**Problem details**
Whichever lines of the entries hold the word "feDisplacementMap" should be identified and copied.

**The input**
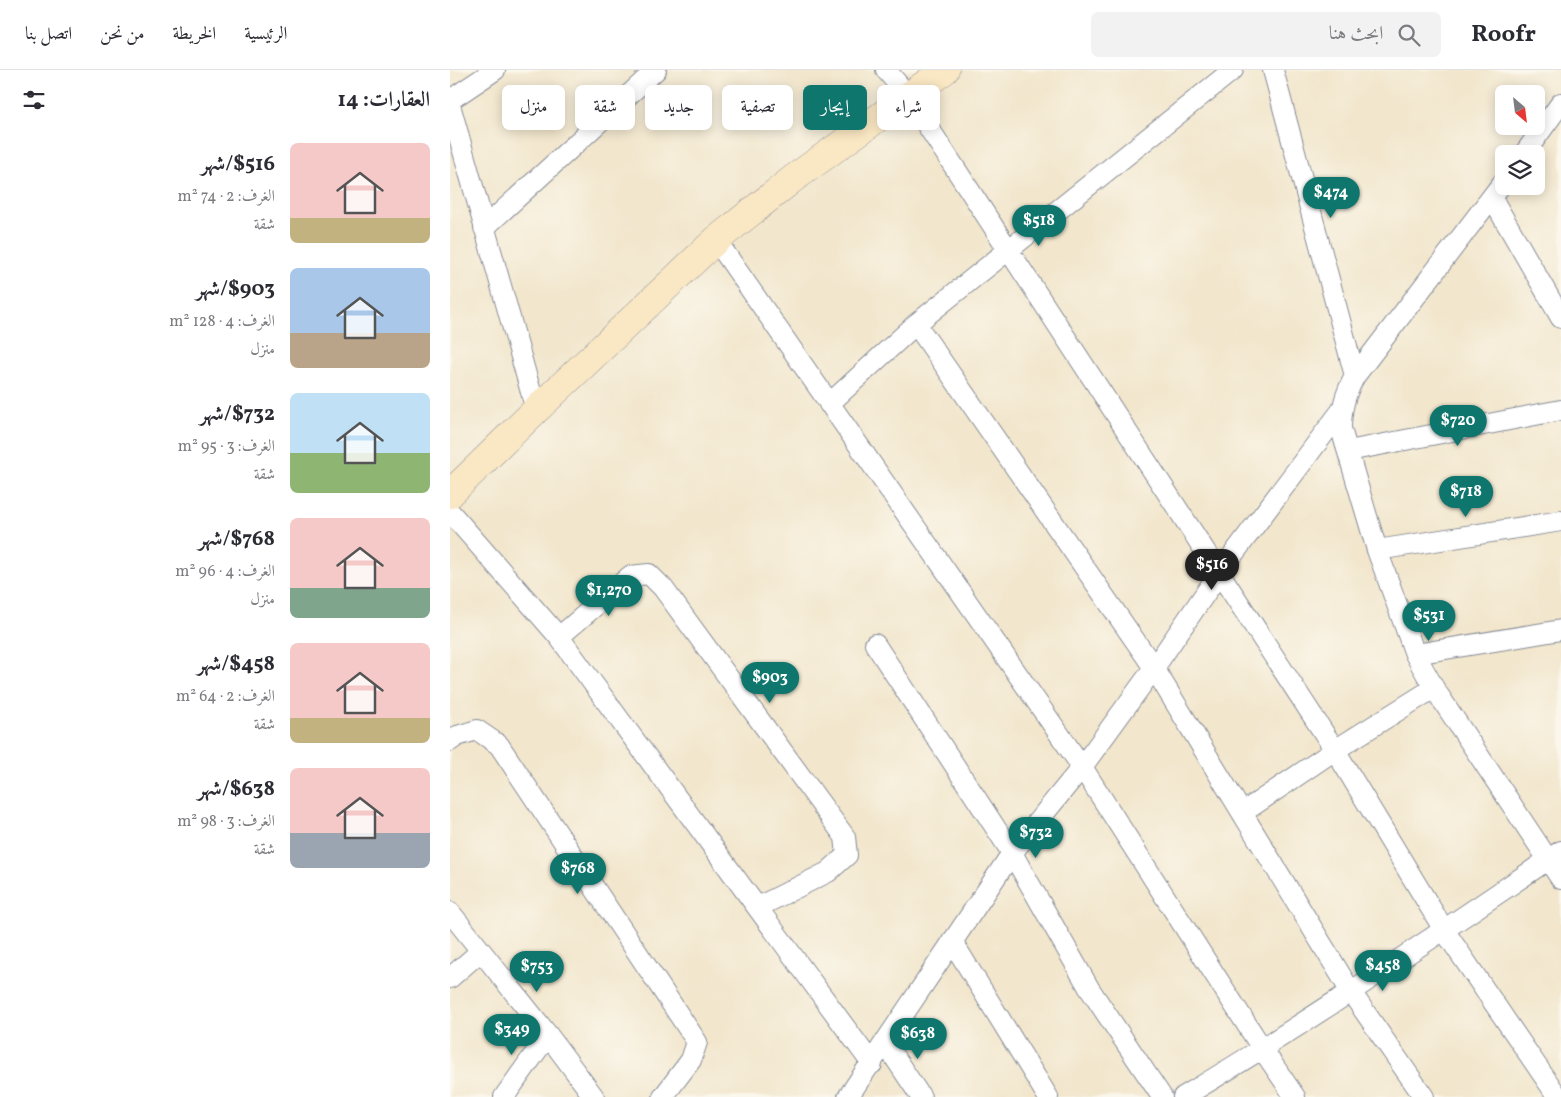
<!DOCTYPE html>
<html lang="ar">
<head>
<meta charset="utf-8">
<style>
  body { margin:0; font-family:Vollkorn,Amiri,serif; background:#f2f2f3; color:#2b2b33; direction:rtl; height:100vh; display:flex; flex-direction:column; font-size:19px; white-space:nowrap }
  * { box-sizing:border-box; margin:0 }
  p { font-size:16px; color:#7c7c81 }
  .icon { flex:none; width:28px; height:28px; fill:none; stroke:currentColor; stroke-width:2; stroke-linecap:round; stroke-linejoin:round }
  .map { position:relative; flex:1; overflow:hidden; direction:ltr }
  .drawer { display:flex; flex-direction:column; background:#fff; width:450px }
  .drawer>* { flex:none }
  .hud { position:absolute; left:15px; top:15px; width:475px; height:45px; direction:rtl; display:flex; gap:10px }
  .needle { width:32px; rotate:152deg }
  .fabs { position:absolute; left:1045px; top:15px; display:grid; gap:10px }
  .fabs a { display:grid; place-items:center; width:50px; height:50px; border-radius:8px; background:#fff; box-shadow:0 2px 12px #0003; font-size:25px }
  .price { position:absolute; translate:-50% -42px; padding:0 11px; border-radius:18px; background:#0f766e; color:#fff; font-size:16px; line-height:32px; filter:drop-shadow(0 1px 2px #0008) }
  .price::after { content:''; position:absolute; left:50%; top:30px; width:15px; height:11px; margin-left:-8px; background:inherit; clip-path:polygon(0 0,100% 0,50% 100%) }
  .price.current { background:#222; color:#fff }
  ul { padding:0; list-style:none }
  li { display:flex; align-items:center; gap:15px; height:125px; padding:0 20px }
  li span { display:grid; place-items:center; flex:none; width:140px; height:100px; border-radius:8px; color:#555 }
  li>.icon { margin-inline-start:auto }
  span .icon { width:60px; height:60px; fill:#fffc; stroke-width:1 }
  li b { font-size:21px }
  h2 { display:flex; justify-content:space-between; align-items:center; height:60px; padding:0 20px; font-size:21px }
  .chip { padding:0 18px; border-radius:8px; background:#fff; box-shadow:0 2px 12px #0003; font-size:18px; line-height:45px }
  .chip.current { background:#0f766e; color:#fff }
  header { display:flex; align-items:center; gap:30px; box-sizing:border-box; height:70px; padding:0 25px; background:#fff; border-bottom:1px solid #e1e1e2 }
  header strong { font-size:24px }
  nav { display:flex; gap:28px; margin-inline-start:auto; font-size:18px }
  .search { width:350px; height:45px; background:#f2f2f3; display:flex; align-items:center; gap:12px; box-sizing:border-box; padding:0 18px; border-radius:8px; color:#7c7c81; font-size:19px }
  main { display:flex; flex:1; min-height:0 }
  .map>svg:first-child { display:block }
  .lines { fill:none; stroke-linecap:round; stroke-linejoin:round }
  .street-casing { stroke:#868a95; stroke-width:22 }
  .secondary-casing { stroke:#868a95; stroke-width:29 }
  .street { stroke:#fff; stroke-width:20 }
  .secondary { stroke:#fae7c3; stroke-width:28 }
</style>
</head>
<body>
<header>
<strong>Roofr</strong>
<div class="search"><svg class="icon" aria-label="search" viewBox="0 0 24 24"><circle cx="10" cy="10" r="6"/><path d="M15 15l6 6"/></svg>ابحث هنا</div>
<nav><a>الرئيسية</a><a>الخريطة</a><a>من نحن</a><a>اتصل بنا</a></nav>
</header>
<main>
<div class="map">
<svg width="1111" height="1027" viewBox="0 0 1111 1027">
  <rect width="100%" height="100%" fill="#fbf7ec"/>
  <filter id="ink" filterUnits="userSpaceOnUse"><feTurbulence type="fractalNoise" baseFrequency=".02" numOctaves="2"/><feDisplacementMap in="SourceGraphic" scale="10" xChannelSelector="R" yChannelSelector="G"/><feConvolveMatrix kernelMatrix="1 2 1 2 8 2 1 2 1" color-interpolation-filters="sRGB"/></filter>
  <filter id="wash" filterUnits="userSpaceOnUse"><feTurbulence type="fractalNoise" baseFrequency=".0096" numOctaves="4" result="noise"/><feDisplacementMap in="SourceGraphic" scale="20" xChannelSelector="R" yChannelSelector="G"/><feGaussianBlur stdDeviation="1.12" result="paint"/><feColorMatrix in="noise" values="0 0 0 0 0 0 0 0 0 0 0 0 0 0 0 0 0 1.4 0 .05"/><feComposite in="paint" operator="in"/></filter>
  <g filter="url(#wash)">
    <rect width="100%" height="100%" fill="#f2e6cc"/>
  </g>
  <g filter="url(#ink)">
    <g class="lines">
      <defs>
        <path id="street" d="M436 0 458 26 885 680 994 860 1108 1027
          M823 0 905 306
          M0 30 45 0
          M0 35 86 340
          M1074 84 1111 33
          M1054 111 905 306C895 324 891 339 891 359L927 480 965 584 984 618 1111 809
          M1042 128 1111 248
          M34 158 206 0
          M266 170 632 697 813 980 845 1027
          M466 254 704 598 901 922 974 1027
          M379 334 466 254 783 0
          M898 381 1111 340
          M0 442 109 567 422 994
          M927 480 1111 451
          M109 567 180 506 199 504 213 518 395 767 397 785 378 802 308 837
          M425 574 562 783 639 918 712 1027
          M965 584 1111 560
          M0 671 7 666 27 660 49 675 247 972 241 990 213 1027
          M792 743 885 680 984 618
          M0 842 98 965 144 1027
          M502 871 598 1027
          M0 908 31 881
          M435 973 471 1027
          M54 1027 98 965
          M398 1027 562 783 632 697 704 598 770 502 891 341
          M733 1027C862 950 986 865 1111 781"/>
        <path id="secondary" d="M0 424 86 340 266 170 344 108 495 0"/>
      </defs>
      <use href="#street" class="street-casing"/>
      <use href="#secondary" class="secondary-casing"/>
      <use href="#street" class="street"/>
      <use href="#secondary" class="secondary"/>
    </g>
  </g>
</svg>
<div class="fabs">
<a><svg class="needle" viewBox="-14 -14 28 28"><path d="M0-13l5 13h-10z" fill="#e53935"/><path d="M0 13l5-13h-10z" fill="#7c7c81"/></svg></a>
<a><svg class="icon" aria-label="layers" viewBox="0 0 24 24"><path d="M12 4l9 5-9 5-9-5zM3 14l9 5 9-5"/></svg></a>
</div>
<b class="price" style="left:881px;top:149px">$474</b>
<b class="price" style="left:589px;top:177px">$518</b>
<b class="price" style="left:1008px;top:377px">$720</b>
<b class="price" style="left:1016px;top:448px">$718</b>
<b class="price current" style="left:762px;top:521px">$516</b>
<b class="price" style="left:159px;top:547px">$1,270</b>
<b class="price" style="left:979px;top:572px">$531</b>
<b class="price" style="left:320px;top:634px">$903</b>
<b class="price" style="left:586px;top:789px">$732</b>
<b class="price" style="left:128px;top:825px">$768</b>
<b class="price" style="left:933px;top:922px">$458</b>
<b class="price" style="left:87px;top:923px">$753</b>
<b class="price" style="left:62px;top:986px">$349</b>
<b class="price" style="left:468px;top:990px">$638</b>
<div class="hud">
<a class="chip">شراء</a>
<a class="chip current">إيجار</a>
<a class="chip">تصفية</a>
<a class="chip">جديد</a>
<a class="chip">شقة</a>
<a class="chip">منزل</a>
</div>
</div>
<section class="drawer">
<h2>العقارات: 14<svg class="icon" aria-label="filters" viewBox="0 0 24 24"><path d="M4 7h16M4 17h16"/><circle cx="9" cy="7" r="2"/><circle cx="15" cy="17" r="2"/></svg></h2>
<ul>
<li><span style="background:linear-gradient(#f6c9c9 75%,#c2b280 0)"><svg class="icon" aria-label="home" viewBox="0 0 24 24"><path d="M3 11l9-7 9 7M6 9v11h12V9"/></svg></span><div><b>$516/شهر</b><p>الغرف: 2 · 74 m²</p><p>شقة</p></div></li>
<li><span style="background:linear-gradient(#a9c7e8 65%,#b9a48a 0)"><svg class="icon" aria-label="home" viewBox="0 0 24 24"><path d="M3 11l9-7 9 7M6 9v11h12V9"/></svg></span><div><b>$903/شهر</b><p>الغرف: 4 · 128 m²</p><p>منزل</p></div></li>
<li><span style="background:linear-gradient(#bfe0f5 60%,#8fb573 0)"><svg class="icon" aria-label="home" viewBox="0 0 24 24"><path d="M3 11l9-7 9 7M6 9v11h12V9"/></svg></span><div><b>$732/شهر</b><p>الغرف: 3 · 95 m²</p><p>شقة</p></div></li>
<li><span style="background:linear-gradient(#f6c9c9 70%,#7fa58c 0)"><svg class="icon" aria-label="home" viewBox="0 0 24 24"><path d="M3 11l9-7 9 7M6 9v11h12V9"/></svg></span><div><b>$768/شهر</b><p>الغرف: 4 · 96 m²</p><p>منزل</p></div></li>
<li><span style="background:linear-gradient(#f6c9c9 75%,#c2b280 0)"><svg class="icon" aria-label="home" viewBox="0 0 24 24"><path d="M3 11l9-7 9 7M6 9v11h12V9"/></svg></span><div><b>$458/شهر</b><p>الغرف: 2 · 64 m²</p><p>شقة</p></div></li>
<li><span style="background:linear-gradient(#f6c9c9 65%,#9aa5b1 0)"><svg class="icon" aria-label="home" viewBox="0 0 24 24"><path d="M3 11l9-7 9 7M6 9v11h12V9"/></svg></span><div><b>$638/شهر</b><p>الغرف: 3 · 98 m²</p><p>شقة</p></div></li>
</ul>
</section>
</main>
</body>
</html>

**Written answer**
  <filter id="ink" filterUnits="userSpaceOnUse"><feTurbulence type="fractalNoise" baseFrequency=".02" numOctaves="2"/><feDisplacementMap in="SourceGraphic" scale="10" xChannelSelector="R" yChannelSelector="G"/><feConvolveMatrix kernelMatrix="1 2 1 2 8 2 1 2 1" color-interpolation-filters="sRGB"/></filter>
  <filter id="wash" filterUnits="userSpaceOnUse"><feTurbulence type="fractalNoise" baseFrequency=".0096" numOctaves="4" result="noise"/><feDisplacementMap in="SourceGraphic" scale="20" xChannelSelector="R" yChannelSelector="G"/><feGaussianBlur stdDeviation="1.12" result="paint"/><feColorMatrix in="noise" values="0 0 0 0 0 0 0 0 0 0 0 0 0 0 0 0 0 1.4 0 .05"/><feComposite in="paint" operator="in"/></filter>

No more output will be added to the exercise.